What the task asks
What lines below hold the string "small"? Copy them all.

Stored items

--------

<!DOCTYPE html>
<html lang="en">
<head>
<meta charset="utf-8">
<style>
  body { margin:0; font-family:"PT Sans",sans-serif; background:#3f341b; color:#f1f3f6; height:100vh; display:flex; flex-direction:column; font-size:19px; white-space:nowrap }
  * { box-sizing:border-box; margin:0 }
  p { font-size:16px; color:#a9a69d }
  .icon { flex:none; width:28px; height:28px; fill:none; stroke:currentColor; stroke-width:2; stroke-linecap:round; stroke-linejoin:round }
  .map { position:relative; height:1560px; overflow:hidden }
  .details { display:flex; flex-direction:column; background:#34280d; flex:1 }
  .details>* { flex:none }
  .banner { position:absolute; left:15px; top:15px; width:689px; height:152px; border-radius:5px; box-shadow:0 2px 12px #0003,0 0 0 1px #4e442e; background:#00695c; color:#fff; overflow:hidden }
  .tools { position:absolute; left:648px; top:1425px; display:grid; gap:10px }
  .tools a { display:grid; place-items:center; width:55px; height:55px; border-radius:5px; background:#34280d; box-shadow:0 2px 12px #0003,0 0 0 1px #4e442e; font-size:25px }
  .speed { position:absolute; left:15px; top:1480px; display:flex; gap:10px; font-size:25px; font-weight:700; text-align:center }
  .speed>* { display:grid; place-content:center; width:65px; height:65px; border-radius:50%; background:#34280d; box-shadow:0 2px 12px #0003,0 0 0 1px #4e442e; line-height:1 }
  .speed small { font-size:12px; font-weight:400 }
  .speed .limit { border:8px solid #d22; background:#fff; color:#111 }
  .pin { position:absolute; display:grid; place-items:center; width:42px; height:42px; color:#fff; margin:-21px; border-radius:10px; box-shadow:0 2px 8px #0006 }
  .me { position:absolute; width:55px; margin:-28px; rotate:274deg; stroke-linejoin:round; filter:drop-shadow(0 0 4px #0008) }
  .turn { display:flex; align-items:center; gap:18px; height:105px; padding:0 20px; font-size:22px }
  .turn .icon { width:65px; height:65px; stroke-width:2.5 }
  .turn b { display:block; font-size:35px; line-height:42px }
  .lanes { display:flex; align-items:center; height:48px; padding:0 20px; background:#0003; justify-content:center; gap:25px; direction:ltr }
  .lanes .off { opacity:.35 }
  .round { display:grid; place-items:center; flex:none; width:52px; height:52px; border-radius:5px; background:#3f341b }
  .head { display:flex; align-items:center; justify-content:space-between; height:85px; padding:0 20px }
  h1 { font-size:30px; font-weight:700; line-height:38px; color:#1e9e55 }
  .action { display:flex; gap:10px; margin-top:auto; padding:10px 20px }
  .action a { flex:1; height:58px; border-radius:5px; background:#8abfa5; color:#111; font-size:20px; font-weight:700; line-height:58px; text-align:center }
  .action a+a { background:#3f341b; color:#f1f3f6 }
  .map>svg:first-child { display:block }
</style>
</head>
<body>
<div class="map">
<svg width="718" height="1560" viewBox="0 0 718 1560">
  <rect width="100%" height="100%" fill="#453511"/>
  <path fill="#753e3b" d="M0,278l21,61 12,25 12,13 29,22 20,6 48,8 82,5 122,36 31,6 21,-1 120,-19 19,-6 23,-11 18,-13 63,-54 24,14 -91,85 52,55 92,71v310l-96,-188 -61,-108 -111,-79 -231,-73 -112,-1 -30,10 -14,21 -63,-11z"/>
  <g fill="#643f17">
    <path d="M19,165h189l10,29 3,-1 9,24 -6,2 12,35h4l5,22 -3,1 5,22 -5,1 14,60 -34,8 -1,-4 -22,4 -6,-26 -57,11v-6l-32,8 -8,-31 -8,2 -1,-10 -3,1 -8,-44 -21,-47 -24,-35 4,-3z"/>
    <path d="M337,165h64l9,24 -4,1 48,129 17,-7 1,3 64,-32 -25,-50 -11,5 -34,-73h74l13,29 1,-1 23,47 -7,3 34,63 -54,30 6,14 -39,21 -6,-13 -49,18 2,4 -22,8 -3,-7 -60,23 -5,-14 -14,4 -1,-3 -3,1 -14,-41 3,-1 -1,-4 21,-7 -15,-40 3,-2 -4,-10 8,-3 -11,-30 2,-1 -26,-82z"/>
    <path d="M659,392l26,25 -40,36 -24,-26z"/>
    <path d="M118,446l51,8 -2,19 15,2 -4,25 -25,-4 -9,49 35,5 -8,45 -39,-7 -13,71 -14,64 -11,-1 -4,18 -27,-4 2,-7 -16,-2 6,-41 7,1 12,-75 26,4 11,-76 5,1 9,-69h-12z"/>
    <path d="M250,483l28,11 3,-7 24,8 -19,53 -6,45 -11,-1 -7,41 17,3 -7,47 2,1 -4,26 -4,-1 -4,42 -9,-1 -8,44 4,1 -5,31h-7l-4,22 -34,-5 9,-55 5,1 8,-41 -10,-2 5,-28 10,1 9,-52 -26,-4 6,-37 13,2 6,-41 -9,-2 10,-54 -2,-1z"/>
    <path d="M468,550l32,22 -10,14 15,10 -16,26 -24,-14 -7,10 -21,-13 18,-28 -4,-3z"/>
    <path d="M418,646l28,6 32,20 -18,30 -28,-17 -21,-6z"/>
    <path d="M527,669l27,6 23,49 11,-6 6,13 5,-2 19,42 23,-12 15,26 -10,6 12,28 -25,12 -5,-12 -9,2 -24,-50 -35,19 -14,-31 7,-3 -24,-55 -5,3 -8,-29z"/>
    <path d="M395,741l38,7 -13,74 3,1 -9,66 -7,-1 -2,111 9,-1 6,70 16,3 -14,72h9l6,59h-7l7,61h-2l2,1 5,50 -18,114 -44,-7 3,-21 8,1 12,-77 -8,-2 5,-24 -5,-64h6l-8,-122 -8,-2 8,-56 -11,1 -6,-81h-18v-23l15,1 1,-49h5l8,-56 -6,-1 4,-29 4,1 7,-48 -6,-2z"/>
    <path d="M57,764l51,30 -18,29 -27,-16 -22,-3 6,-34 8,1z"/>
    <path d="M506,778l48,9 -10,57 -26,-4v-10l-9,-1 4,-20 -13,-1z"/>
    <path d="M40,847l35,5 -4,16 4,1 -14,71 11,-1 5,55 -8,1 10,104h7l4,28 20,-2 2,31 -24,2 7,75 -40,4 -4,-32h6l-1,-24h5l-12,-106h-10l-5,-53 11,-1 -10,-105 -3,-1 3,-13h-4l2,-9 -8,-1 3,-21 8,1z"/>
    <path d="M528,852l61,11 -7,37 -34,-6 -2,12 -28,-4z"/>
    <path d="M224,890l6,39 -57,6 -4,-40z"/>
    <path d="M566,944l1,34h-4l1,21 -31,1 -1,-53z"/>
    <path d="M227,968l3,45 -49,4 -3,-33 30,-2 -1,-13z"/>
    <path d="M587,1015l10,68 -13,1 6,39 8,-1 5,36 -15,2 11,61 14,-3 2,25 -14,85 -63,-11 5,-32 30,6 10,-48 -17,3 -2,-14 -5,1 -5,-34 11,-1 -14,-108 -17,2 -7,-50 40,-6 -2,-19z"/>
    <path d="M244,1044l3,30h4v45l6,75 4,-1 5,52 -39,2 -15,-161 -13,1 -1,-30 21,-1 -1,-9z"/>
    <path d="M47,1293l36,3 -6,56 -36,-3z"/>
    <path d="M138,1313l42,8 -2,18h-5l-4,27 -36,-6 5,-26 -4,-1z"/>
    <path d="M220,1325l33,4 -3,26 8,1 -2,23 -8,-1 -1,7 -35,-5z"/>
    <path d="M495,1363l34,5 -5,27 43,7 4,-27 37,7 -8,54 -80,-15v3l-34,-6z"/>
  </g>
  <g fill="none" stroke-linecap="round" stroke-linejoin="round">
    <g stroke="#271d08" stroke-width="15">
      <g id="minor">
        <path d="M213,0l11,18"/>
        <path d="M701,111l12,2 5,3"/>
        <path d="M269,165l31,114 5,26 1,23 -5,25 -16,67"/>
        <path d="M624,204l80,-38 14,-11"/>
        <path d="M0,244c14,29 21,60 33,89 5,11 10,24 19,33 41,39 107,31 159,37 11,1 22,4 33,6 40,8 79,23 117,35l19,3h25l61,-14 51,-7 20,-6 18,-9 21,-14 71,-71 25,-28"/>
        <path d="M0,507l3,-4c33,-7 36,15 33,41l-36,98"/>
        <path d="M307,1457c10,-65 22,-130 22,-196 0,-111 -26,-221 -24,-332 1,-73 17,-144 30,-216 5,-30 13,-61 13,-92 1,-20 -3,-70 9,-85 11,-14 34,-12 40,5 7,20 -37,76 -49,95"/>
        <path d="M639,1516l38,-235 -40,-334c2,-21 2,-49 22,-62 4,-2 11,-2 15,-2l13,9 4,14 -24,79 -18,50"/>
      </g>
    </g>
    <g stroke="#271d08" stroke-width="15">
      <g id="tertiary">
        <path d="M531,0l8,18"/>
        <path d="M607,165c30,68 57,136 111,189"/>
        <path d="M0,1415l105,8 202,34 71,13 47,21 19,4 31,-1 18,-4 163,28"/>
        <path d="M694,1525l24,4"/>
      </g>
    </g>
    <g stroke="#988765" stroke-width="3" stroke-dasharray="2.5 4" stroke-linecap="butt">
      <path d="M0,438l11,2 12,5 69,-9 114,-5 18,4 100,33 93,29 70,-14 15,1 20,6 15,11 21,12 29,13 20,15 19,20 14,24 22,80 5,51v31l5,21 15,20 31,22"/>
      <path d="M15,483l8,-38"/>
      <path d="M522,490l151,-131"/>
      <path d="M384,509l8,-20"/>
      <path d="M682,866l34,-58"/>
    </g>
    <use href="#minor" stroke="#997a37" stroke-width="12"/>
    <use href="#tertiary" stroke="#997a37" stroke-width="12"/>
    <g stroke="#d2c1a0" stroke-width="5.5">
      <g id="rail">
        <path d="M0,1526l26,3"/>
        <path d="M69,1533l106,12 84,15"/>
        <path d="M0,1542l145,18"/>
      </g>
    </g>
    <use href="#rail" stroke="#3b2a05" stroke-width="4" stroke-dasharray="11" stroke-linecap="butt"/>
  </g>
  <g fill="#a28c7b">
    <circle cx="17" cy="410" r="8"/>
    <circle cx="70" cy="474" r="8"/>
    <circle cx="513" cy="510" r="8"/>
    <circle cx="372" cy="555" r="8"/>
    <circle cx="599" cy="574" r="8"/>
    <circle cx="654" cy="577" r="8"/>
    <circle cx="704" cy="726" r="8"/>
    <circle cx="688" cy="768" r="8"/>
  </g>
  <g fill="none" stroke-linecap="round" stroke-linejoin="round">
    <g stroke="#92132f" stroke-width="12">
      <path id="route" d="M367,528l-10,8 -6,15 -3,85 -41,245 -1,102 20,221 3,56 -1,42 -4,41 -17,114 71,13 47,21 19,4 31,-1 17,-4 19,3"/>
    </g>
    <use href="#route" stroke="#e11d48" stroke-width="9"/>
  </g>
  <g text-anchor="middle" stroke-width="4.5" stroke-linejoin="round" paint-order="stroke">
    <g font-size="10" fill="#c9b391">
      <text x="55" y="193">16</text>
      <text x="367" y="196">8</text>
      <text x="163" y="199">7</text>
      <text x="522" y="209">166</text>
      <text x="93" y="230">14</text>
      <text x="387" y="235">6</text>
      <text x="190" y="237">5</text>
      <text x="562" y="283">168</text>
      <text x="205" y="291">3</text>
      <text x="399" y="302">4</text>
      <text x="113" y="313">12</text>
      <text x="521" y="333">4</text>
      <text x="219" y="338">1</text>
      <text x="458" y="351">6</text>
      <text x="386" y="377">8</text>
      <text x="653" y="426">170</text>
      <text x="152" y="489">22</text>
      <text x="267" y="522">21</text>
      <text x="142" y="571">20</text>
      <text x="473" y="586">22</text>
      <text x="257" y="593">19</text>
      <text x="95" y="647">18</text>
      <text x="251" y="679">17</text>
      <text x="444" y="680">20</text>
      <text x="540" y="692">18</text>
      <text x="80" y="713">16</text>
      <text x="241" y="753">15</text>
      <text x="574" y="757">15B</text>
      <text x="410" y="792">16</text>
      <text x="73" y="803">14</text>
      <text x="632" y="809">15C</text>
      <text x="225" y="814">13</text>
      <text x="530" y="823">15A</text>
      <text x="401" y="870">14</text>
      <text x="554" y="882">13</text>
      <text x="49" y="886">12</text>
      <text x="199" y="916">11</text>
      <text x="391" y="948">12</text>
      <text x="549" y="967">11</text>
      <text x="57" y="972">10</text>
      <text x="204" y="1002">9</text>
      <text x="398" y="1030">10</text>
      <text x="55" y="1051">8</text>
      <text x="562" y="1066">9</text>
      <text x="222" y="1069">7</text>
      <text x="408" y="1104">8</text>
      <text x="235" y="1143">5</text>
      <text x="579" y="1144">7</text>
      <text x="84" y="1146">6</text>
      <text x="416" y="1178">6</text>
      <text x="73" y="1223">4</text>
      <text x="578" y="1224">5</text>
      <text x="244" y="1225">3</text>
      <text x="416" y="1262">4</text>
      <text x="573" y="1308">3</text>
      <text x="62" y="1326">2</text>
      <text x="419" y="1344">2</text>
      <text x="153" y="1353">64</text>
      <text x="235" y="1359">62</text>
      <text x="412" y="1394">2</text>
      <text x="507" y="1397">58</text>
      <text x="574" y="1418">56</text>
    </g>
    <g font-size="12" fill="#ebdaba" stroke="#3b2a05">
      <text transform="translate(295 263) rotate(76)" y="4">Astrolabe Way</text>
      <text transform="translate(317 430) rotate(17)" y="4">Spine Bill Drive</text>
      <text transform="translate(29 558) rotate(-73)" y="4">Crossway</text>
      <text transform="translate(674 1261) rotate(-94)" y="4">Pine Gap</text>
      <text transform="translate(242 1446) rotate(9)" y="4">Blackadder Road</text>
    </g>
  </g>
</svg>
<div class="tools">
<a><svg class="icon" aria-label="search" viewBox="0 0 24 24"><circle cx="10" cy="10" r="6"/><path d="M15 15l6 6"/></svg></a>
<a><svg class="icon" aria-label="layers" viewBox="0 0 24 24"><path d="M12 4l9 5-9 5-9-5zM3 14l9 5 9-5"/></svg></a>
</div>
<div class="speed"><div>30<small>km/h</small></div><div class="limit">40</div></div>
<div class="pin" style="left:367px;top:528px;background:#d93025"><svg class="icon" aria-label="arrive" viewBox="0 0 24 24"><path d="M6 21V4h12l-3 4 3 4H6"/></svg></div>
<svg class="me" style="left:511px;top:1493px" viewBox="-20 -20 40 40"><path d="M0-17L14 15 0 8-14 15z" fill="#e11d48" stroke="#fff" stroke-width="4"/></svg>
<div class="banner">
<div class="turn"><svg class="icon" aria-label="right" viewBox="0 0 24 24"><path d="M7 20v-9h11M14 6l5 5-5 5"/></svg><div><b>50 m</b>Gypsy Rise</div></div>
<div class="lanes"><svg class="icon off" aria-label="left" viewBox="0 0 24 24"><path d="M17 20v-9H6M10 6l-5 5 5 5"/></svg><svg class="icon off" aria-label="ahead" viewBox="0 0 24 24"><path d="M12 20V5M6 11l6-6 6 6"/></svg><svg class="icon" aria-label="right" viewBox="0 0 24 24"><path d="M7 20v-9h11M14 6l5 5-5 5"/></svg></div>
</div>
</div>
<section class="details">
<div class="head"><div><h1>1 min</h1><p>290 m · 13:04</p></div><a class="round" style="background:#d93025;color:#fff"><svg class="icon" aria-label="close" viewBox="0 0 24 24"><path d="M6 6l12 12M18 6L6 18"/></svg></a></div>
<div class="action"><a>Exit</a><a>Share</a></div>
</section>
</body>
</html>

--------

Answer area
  .speed small { font-size:12px; font-weight:400 }
<div class="speed"><div>30<small>km/h</small></div><div class="limit">40</div></div>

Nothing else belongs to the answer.